— Input —

###

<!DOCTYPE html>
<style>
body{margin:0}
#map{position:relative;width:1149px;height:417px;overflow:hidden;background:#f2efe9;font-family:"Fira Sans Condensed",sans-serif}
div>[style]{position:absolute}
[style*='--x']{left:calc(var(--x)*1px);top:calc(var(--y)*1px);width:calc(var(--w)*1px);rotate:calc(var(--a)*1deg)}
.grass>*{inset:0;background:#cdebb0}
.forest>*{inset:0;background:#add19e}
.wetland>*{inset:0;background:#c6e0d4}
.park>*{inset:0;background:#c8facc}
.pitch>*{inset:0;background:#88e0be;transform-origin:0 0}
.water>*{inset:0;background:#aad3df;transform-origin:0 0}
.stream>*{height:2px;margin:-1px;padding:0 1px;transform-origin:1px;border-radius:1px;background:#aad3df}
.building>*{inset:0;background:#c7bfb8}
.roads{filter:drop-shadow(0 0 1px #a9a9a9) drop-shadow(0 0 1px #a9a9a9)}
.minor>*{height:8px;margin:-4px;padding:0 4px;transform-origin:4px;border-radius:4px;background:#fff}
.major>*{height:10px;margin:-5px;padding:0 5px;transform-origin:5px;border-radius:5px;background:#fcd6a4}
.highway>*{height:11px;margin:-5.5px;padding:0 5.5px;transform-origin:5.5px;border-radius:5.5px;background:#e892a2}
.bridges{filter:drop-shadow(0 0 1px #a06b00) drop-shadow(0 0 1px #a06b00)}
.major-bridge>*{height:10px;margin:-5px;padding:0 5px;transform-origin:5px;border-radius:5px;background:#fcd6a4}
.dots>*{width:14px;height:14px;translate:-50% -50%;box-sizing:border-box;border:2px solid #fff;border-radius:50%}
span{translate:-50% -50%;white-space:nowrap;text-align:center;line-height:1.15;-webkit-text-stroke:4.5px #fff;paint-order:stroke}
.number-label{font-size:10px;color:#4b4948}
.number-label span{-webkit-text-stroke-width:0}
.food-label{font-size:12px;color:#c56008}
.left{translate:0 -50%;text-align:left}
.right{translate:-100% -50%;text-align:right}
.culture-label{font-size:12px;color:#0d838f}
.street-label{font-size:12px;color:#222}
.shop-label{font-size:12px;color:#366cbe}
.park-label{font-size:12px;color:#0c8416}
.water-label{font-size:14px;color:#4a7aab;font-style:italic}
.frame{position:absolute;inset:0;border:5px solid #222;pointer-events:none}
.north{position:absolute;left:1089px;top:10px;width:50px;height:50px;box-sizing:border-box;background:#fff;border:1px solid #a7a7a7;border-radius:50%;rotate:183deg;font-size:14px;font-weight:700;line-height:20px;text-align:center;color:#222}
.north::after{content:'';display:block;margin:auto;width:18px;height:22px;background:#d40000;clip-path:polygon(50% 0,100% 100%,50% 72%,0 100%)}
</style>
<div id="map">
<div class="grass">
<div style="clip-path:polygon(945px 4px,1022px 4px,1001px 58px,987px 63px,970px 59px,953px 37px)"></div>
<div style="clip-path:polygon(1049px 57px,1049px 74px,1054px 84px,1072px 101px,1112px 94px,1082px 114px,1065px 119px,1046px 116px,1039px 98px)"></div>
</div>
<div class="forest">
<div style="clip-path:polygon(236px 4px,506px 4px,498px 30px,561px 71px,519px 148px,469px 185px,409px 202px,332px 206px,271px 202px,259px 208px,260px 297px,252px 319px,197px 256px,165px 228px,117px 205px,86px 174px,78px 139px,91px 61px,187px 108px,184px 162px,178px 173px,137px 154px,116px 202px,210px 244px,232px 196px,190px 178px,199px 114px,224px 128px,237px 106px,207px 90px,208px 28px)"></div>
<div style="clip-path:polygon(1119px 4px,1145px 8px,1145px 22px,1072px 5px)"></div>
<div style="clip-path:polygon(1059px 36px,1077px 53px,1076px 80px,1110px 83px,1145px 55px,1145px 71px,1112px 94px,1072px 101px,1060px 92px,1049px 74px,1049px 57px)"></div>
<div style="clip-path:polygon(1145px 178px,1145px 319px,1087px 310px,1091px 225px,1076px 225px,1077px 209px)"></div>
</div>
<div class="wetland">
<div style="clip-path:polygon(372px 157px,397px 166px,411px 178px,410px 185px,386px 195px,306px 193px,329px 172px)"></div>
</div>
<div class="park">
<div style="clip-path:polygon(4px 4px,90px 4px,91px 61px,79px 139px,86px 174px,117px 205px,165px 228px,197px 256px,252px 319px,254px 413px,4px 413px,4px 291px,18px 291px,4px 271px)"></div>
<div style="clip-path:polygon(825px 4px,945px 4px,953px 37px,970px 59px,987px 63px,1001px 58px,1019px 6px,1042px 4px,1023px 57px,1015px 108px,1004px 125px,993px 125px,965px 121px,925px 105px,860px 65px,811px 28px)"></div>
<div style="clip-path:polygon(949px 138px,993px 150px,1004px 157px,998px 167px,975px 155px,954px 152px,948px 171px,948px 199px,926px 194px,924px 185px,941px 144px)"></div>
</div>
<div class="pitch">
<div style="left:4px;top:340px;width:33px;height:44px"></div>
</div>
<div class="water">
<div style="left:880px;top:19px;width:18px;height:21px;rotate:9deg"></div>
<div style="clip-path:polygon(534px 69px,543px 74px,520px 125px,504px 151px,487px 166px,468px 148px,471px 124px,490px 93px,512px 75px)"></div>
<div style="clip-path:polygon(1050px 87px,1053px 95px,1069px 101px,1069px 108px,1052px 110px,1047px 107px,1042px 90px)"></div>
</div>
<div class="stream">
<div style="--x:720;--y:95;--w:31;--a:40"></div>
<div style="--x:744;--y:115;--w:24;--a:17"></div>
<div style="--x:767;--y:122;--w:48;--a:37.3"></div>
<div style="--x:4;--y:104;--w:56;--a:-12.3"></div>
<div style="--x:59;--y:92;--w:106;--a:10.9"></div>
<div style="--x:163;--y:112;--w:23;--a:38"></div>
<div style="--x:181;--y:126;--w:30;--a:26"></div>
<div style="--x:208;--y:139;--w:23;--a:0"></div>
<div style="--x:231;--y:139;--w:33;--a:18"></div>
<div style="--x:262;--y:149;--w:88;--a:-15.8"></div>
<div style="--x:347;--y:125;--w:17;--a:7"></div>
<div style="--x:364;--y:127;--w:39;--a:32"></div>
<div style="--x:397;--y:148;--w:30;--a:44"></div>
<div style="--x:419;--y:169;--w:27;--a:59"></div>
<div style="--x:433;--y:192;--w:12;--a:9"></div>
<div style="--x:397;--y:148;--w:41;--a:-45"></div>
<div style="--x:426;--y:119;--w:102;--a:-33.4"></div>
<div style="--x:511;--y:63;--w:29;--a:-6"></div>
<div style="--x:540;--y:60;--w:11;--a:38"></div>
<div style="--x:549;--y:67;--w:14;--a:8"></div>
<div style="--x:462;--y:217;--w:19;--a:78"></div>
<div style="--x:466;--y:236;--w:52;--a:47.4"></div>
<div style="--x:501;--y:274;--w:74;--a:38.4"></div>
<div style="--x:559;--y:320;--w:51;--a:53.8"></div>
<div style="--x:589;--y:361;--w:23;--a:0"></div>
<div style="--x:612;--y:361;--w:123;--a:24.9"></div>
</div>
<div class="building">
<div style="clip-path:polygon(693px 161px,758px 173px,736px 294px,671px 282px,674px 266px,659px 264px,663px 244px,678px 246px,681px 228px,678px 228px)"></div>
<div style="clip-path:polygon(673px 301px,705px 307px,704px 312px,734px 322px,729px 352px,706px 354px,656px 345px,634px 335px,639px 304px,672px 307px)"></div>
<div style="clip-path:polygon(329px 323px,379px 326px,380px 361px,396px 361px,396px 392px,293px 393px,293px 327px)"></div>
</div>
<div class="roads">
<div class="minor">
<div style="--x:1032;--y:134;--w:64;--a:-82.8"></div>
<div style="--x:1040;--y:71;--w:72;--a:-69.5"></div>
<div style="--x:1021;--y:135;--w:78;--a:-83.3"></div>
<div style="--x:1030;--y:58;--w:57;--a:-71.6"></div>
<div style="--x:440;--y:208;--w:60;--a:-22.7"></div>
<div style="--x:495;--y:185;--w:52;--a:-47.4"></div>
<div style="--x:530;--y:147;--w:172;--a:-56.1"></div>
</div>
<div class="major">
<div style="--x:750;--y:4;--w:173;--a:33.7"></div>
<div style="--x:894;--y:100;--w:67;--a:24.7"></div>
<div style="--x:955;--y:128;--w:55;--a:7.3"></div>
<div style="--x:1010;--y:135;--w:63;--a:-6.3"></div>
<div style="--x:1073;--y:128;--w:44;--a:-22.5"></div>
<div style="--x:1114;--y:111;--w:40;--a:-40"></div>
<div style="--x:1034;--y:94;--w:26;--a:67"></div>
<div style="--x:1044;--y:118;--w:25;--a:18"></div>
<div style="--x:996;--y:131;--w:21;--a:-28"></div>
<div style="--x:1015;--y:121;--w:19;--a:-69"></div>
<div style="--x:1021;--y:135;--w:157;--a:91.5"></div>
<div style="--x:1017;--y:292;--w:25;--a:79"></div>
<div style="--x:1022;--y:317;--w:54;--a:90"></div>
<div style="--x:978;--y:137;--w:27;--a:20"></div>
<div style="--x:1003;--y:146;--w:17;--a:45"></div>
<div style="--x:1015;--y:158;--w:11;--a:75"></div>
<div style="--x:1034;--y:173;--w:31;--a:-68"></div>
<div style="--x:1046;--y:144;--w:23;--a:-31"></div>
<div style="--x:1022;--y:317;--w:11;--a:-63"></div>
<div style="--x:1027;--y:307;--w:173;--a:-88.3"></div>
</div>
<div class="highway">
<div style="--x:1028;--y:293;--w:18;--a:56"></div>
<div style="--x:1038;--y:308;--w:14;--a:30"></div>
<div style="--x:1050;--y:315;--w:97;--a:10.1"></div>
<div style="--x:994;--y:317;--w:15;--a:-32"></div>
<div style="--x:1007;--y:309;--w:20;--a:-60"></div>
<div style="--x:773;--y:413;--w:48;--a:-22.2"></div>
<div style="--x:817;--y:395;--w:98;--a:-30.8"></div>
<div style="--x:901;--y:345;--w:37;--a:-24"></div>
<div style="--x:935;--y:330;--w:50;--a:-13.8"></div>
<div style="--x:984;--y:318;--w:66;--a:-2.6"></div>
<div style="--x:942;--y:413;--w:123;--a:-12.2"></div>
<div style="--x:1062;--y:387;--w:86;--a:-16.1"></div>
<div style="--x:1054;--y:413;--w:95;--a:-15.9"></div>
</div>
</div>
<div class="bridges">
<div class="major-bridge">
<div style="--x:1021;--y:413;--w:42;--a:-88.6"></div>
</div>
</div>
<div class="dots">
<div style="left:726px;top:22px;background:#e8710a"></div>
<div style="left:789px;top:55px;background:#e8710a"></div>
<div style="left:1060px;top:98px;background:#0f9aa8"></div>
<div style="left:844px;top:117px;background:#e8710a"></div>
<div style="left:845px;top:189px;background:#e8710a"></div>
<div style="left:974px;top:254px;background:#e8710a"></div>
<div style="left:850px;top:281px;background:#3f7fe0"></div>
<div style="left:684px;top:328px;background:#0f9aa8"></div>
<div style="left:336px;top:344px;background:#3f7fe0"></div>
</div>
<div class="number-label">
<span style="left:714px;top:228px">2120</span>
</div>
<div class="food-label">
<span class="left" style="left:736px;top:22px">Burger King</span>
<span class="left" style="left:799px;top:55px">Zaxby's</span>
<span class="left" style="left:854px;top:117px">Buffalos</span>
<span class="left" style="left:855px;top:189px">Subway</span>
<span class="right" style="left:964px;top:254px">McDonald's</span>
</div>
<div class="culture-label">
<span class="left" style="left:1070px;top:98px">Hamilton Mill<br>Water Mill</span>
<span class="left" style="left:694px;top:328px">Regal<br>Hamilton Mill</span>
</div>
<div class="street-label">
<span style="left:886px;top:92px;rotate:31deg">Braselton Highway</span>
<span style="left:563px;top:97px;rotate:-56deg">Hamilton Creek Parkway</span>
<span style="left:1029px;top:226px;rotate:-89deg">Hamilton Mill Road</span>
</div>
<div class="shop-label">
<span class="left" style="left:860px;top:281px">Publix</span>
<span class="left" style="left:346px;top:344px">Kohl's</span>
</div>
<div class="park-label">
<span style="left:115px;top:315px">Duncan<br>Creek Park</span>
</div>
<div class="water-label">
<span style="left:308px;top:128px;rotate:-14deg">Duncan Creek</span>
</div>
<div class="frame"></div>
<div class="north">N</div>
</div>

###

— Exercise requirements —
Of the lines above, copy each that contains "stream".

— Output below —
.stream>*{height:2px;margin:-1px;padding:0 1px;transform-origin:1px;border-radius:1px;background:#aad3df}
<div class="stream">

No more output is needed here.